**YOUR OBJECTIVE:** Your response should be an exact transcription of the data, images excluded.

:: LISTED ENTRIES

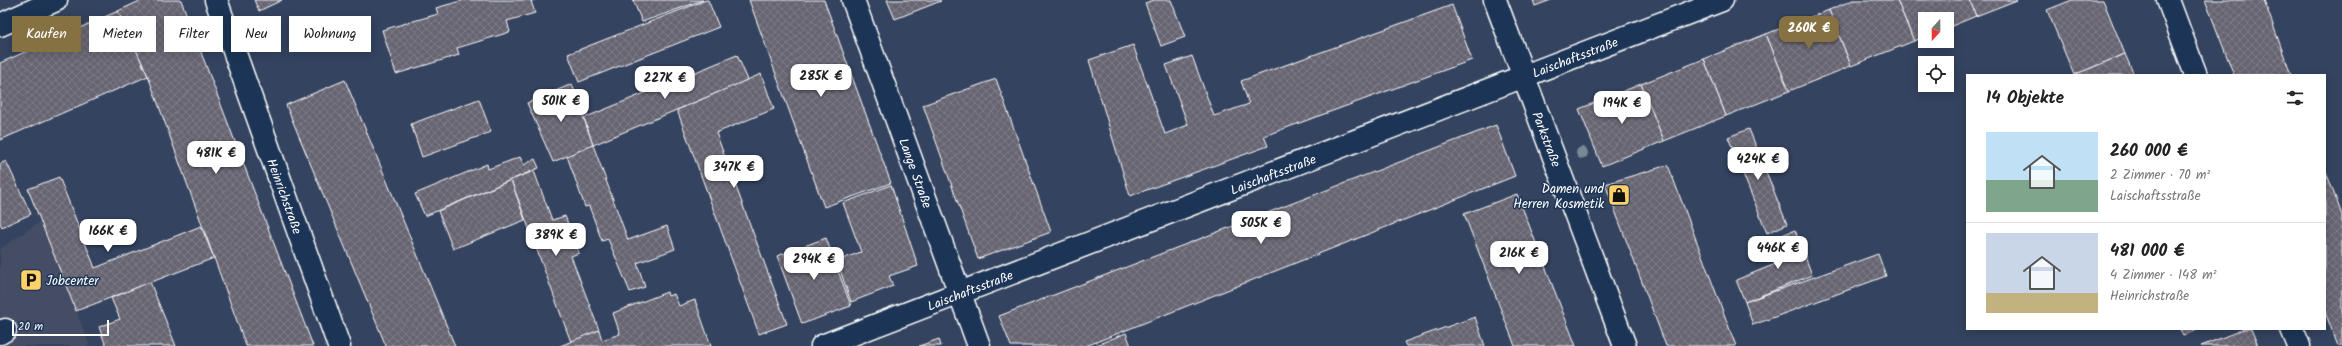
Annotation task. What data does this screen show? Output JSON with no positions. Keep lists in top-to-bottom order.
{
  "streets": {
    "street": [
      "Laischaftsstraße",
      "Parkstraße",
      "Lange Straße",
      "Heinrichstraße"
    ]
  },
  "crossings": [
    ["Laischaftsstraße", "Parkstraße"],
    ["Laischaftsstraße", "Lange Straße"]
  ],
  "places": {
    "shop": ["Damen und Herren Kosmetik"],
    "parking": ["Jobcenter"]
  },
  "scale_bar": "20 m",
  "north": "bottom",
  "page": {
    "price": [
      "260K €",
      "285K €",
      "227K €",
      "501K €",
      "194K €",
      "481K €",
      "424K €",
      "347K €",
      "505K €",
      "166K €",
      "389K €",
      "446K €",
      "216K €",
      "294K €"
    ],
    "chip": [
      "Kaufen",
      "Mieten",
      "Filter",
      "Neu",
      "Wohnung"
    ],
    "heading": "14 Objekte",
    "list": [
      {
        "name": "260 000 €",
        "note": "2 Zimmer · 70 m² · Laischaftsstraße"
      },
      {
        "name": "481 000 €",
        "note": "4 Zimmer · 148 m² · Heinrichstraße"
      }
    ],
    "scale": "20 m"
  }
}
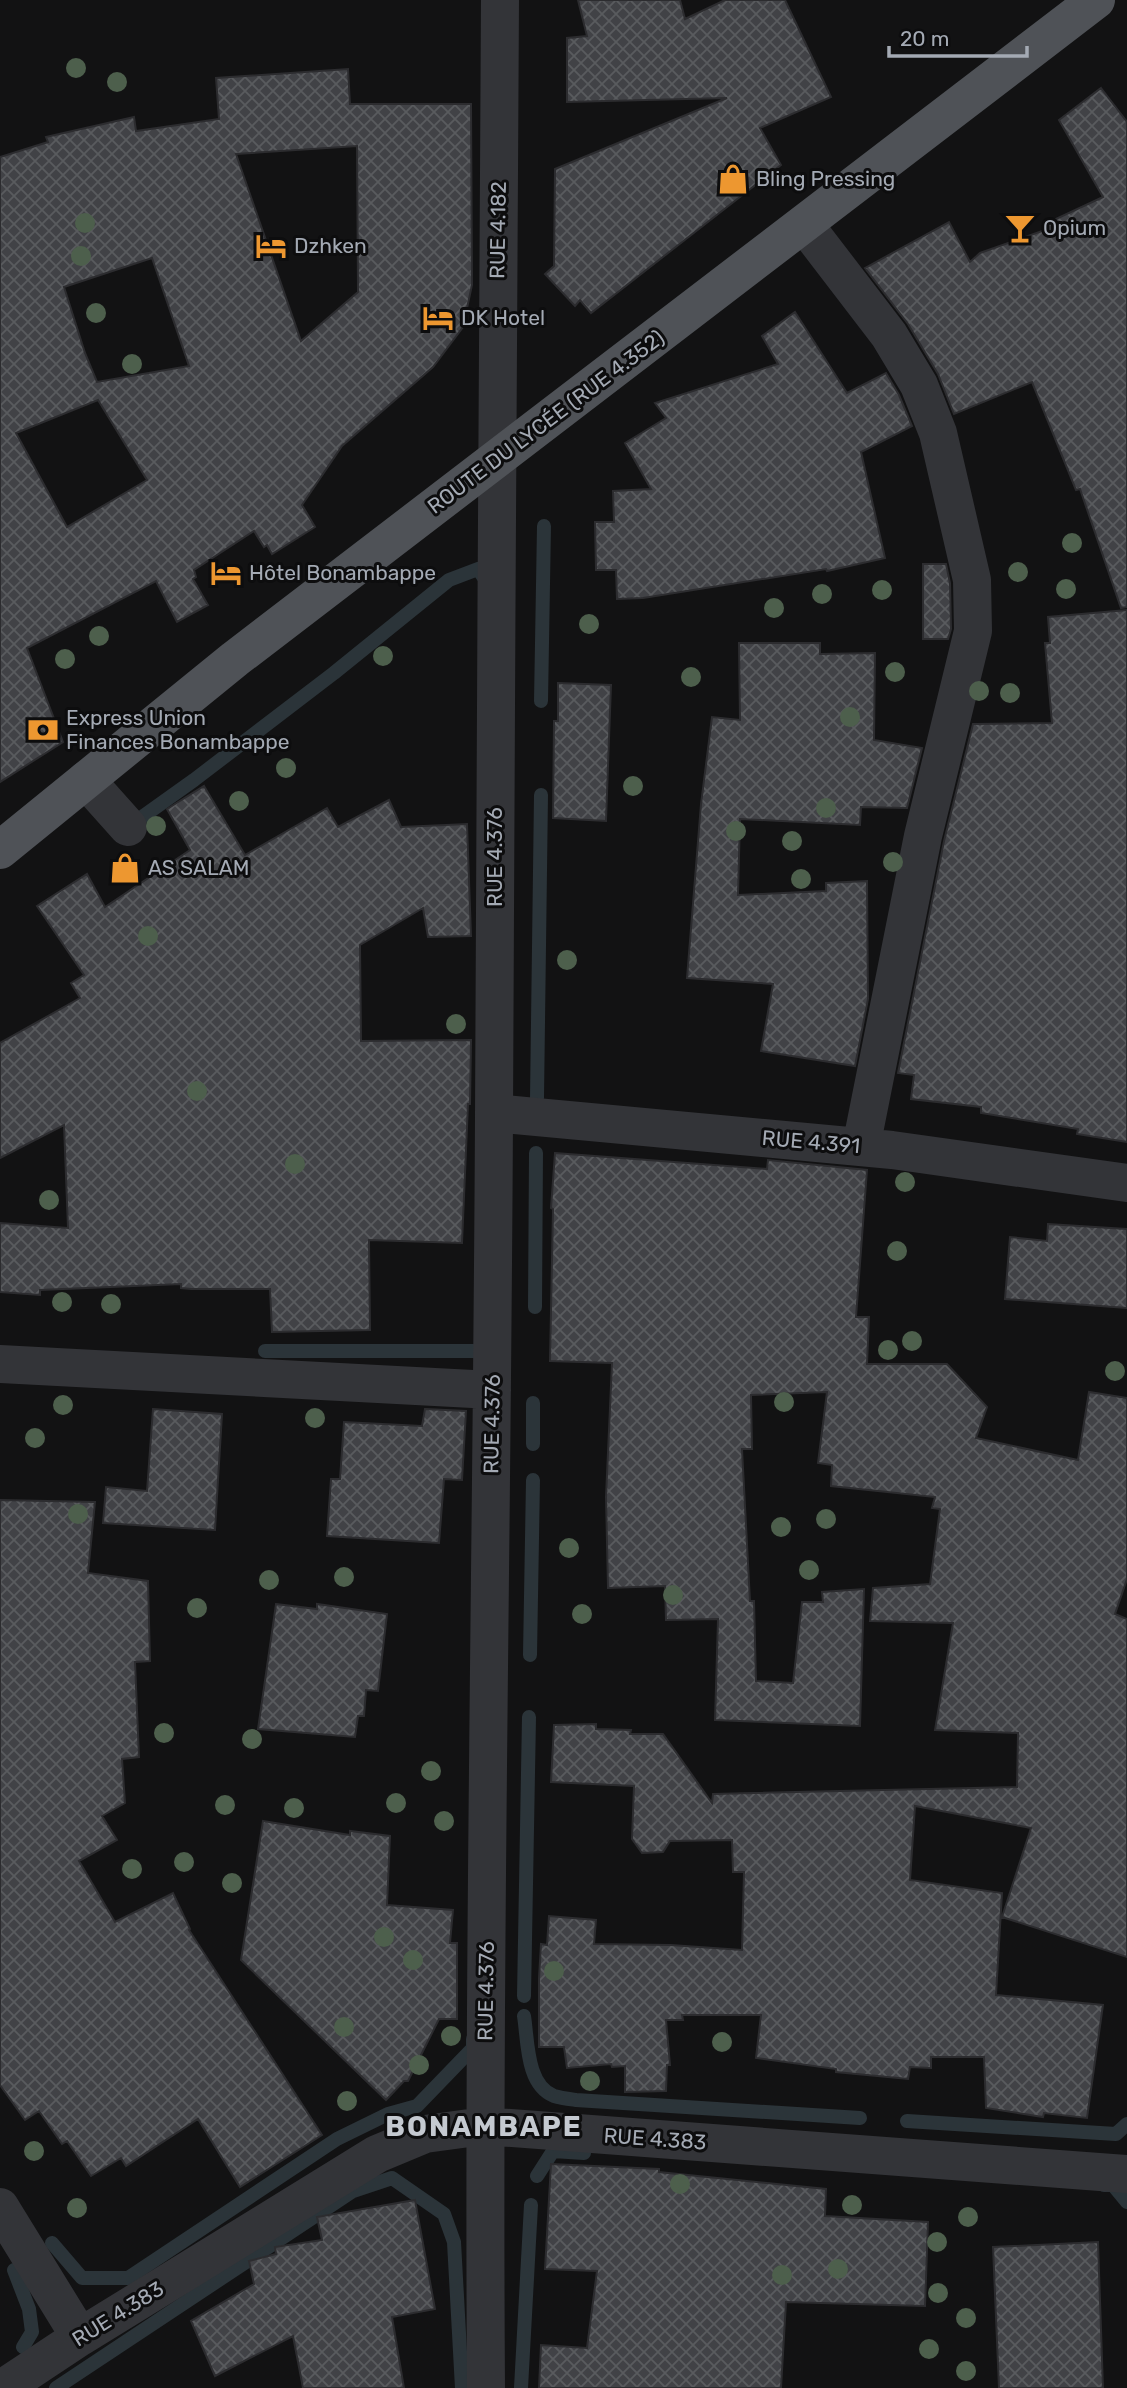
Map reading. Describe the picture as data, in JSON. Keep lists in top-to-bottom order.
{
  "streets": {
    "main road": ["ROUTE DU LYCÉE (RUE 4.352)"],
    "street": [
      "RUE 4.182",
      "RUE 4.376",
      "RUE 4.391",
      "RUE 4.383"
    ]
  },
  "crossings": [
    ["RUE 4.182", "ROUTE DU LYCÉE (RUE 4.352)"],
    ["RUE 4.182", "RUE 4.376"],
    ["ROUTE DU LYCÉE (RUE 4.352)", "RUE 4.376"],
    ["RUE 4.376", "RUE 4.391"],
    ["RUE 4.376", "RUE 4.383"]
  ],
  "districts": ["BONAMBAPE"],
  "places": {
    "shop": ["Bling Pressing", "AS SALAM"],
    "bar": ["Opium"],
    "hotel": ["Dzhken", "DK Hotel", "Hôtel Bonambappe"],
    "bank": ["Express Union Finances Bonambappe"]
  },
  "scale_bar": "20 m"
}
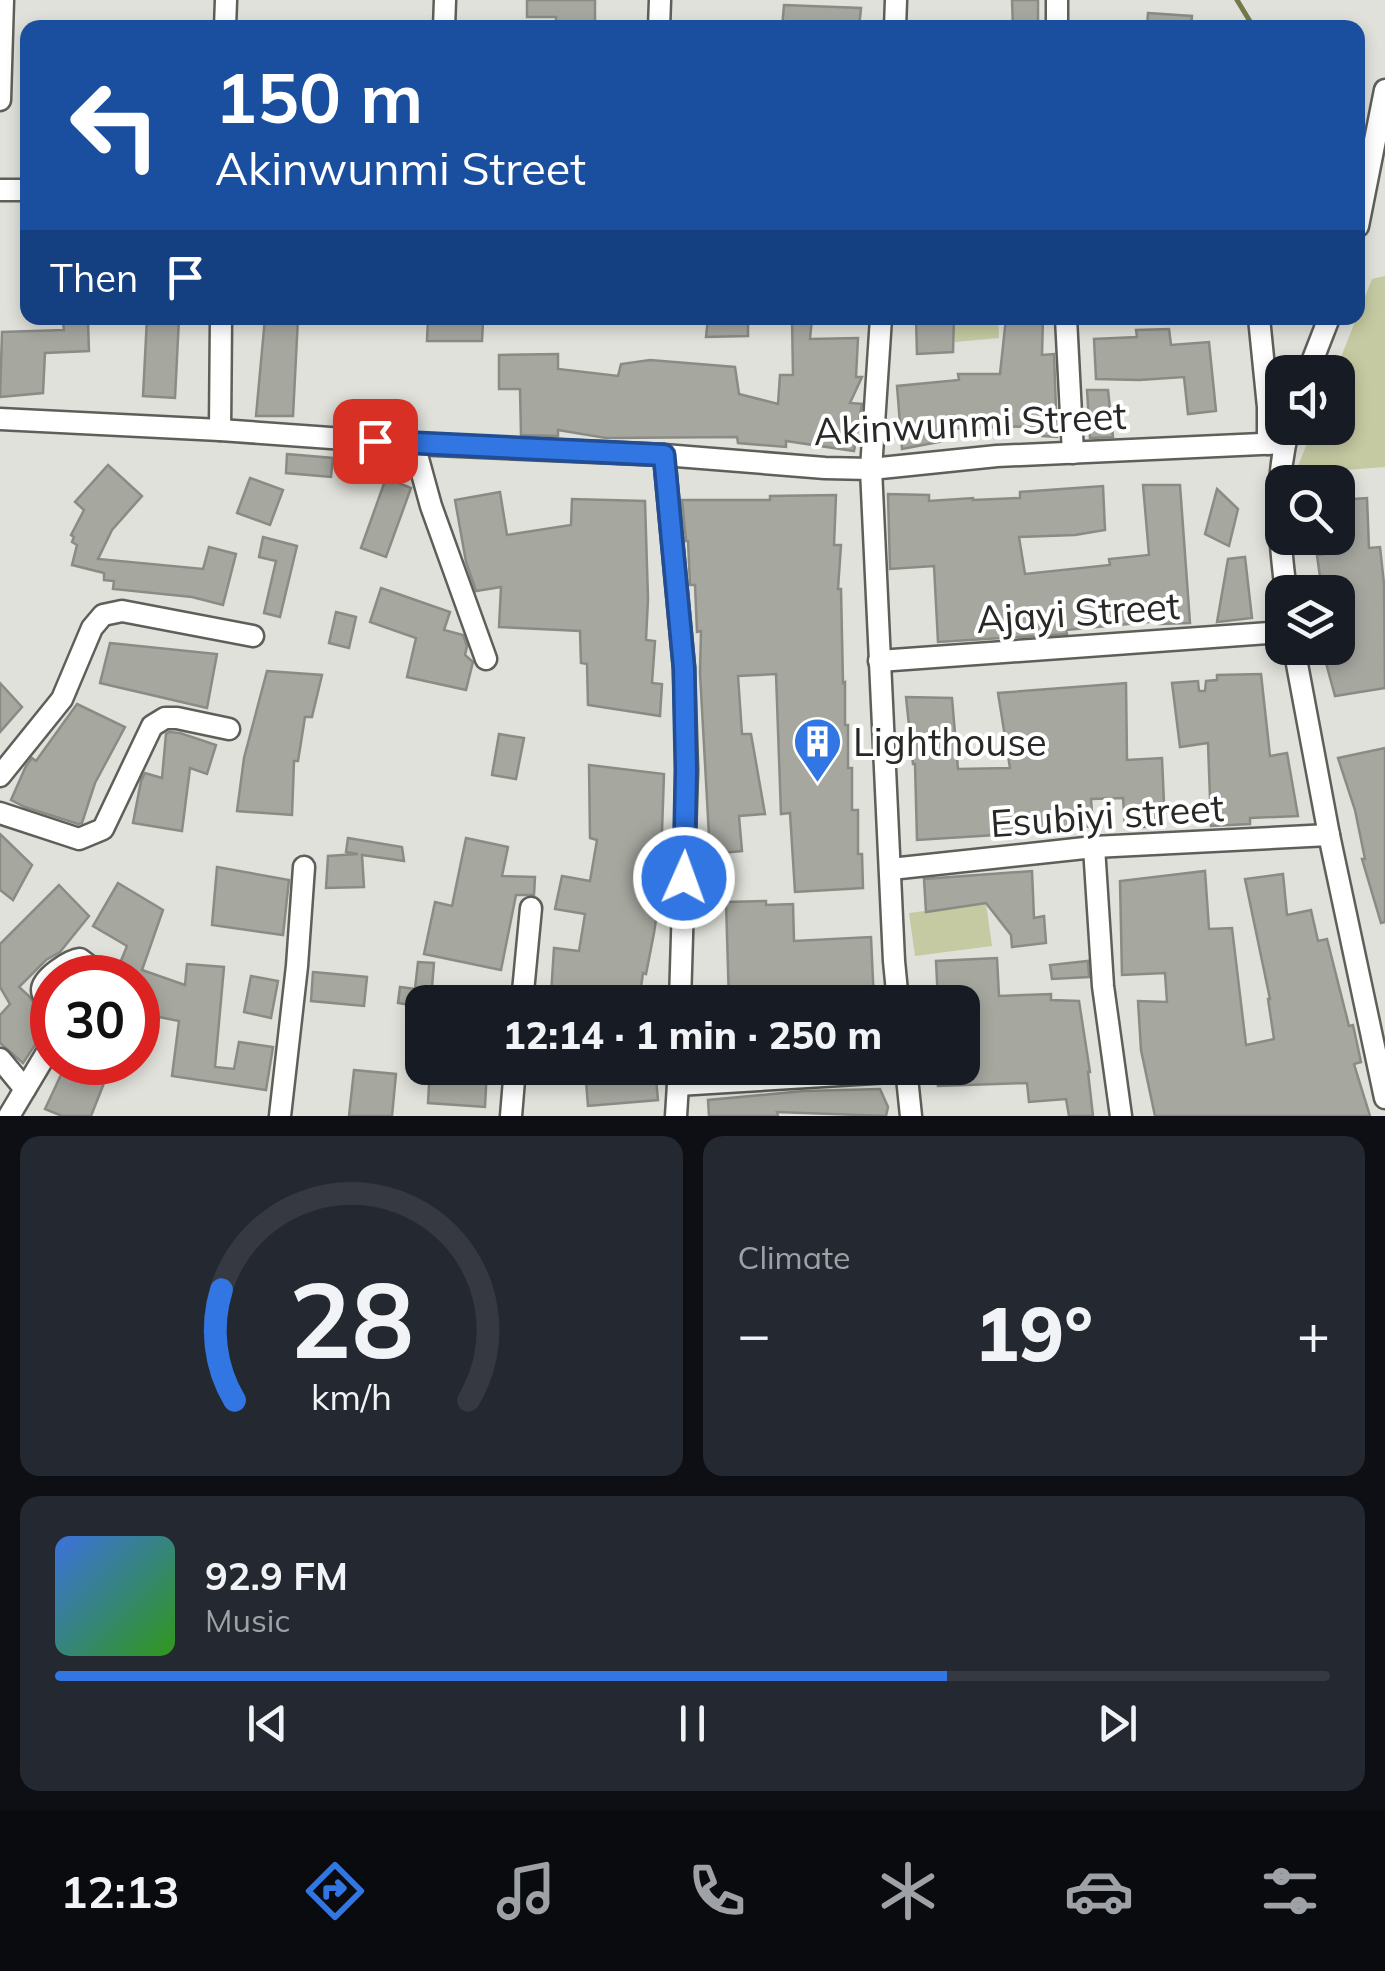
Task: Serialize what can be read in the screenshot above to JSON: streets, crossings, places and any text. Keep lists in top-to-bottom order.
{
  "streets": {
    "street": ["Akinwunmi Street", "Ajayi Street", "Esubiyi street"]
  },
  "places": {
    "building": ["Lighthouse"]
  },
  "page": {
    "turn": ["150 m", "Akinwunmi Street"],
    "then": "Then",
    "limit": "30",
    "trip": "12:14 · 1 min · 250 m",
    "tile": "Climate",
    "heat": ["−", "19°", "+"],
    "song": ["92.9 FM", "Music"],
    "tabs": "12:13",
    "gauge": ["28", "km/h"]
  }
}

::::

**OUTPUT BELOW:**
Annotation task. What data does this screen show? Output JSON with no positions. Keep lists in top-to-bottom order.
{
  "streets": {
    "street": [
      "Laischaftsstraße",
      "Parkstraße",
      "Lange Straße",
      "Heinrichstraße"
    ]
  },
  "crossings": [
    ["Laischaftsstraße", "Parkstraße"],
    ["Laischaftsstraße", "Lange Straße"]
  ],
  "places": {
    "shop": ["Damen und Herren Kosmetik"],
    "parking": ["Jobcenter"]
  },
  "scale_bar": "20 m",
  "north": "bottom",
  "page": {
    "price": [
      "260K €",
      "285K €",
      "227K €",
      "501K €",
      "194K €",
      "481K €",
      "424K €",
      "347K €",
      "505K €",
      "166K €",
      "389K €",
      "446K €",
      "216K €",
      "294K €"
    ],
    "chip": [
      "Kaufen",
      "Mieten",
      "Filter",
      "Neu",
      "Wohnung"
    ],
    "heading": "14 Objekte",
    "list": [
      {
        "name": "260 000 €",
        "note": "2 Zimmer · 70 m² · Laischaftsstraße"
      },
      {
        "name": "481 000 €",
        "note": "4 Zimmer · 148 m² · Heinrichstraße"
      }
    ],
    "scale": "20 m"
  }
}
Map reading. Describe the picture as data, in JSON. Keep lists in top-to-bottom order.
{
  "streets": {
    "main road": ["ROUTE DU LYCÉE (RUE 4.352)"],
    "street": [
      "RUE 4.182",
      "RUE 4.376",
      "RUE 4.391",
      "RUE 4.383"
    ]
  },
  "crossings": [
    ["RUE 4.182", "ROUTE DU LYCÉE (RUE 4.352)"],
    ["RUE 4.182", "RUE 4.376"],
    ["ROUTE DU LYCÉE (RUE 4.352)", "RUE 4.376"],
    ["RUE 4.376", "RUE 4.391"],
    ["RUE 4.376", "RUE 4.383"]
  ],
  "districts": ["BONAMBAPE"],
  "places": {
    "shop": ["Bling Pressing", "AS SALAM"],
    "bar": ["Opium"],
    "hotel": ["Dzhken", "DK Hotel", "Hôtel Bonambappe"],
    "bank": ["Express Union Finances Bonambappe"]
  },
  "scale_bar": "20 m"
}
Task: Serialize what can be read in the screenshot above to JSON: streets, crossings, places and any text. Keep lists in top-to-bottom order.
{
  "streets": {
    "street": ["Akinwunmi Street", "Ajayi Street", "Esubiyi street"]
  },
  "places": {
    "building": ["Lighthouse"]
  },
  "page": {
    "turn": ["150 m", "Akinwunmi Street"],
    "then": "Then",
    "limit": "30",
    "trip": "12:14 · 1 min · 250 m",
    "tile": "Climate",
    "heat": ["−", "19°", "+"],
    "song": ["92.9 FM", "Music"],
    "tabs": "12:13",
    "gauge": ["28", "km/h"]
  }
}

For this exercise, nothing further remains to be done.